(MATERIAL FOR THE TASK)
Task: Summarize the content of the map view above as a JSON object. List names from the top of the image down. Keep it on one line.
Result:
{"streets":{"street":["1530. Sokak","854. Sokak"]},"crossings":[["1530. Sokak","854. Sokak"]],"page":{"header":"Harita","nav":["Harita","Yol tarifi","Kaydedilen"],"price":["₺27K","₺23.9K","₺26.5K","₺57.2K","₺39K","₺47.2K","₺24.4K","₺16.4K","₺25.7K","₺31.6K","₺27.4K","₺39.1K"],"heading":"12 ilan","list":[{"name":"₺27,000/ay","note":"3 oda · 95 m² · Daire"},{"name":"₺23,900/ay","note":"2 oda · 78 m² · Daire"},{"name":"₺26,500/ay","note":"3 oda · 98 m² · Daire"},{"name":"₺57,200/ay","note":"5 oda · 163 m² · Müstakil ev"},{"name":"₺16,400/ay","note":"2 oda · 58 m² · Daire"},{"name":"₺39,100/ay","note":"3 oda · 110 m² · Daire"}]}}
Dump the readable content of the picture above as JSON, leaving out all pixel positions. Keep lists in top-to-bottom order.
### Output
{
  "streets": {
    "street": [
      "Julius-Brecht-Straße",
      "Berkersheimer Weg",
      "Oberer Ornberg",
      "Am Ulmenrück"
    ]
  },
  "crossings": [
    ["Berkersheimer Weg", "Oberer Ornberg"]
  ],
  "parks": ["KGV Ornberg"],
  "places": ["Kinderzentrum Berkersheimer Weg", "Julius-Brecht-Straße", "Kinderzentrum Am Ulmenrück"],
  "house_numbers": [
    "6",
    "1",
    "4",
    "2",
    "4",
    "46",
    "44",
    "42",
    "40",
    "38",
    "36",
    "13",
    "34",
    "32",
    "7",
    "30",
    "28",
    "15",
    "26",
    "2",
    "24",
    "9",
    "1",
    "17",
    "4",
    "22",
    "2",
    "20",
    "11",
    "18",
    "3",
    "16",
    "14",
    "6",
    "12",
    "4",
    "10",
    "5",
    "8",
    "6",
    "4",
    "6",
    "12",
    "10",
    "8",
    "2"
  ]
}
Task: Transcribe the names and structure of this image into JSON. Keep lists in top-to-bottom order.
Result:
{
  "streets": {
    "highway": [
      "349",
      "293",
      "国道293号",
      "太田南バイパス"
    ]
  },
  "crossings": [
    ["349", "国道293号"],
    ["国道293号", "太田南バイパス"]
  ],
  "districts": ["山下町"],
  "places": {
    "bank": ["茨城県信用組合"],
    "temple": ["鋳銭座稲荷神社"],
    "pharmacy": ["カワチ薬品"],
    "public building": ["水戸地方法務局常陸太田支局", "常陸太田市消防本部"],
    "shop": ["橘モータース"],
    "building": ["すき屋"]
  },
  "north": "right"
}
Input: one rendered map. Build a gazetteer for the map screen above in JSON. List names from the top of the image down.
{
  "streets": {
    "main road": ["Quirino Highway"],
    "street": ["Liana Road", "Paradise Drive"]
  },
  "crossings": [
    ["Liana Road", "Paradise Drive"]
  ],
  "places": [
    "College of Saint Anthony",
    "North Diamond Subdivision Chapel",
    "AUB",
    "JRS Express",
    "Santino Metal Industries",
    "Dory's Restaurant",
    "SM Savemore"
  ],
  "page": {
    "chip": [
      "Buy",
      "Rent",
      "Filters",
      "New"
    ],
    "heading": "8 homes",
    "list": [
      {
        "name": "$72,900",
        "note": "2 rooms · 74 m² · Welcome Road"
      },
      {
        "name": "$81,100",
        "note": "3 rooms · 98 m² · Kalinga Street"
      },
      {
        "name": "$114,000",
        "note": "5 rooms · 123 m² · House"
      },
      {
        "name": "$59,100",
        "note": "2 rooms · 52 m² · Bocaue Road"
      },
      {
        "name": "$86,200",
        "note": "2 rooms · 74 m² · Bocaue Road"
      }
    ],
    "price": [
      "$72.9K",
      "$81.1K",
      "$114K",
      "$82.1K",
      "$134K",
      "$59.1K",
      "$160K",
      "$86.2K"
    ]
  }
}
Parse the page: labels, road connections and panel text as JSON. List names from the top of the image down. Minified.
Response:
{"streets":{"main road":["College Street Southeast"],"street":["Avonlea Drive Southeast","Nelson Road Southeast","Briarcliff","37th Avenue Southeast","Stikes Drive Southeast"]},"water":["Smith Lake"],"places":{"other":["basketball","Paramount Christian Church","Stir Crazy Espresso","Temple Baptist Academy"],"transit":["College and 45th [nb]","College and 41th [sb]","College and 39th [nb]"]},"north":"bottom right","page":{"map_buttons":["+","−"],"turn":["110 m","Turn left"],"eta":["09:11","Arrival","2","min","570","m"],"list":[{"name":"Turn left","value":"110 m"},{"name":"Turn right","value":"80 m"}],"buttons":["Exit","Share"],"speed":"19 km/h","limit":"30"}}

(DIRECTIONS) Count the lines in these records that hold the string "rooms". Only the number is wanted.

(RESPONSE) 5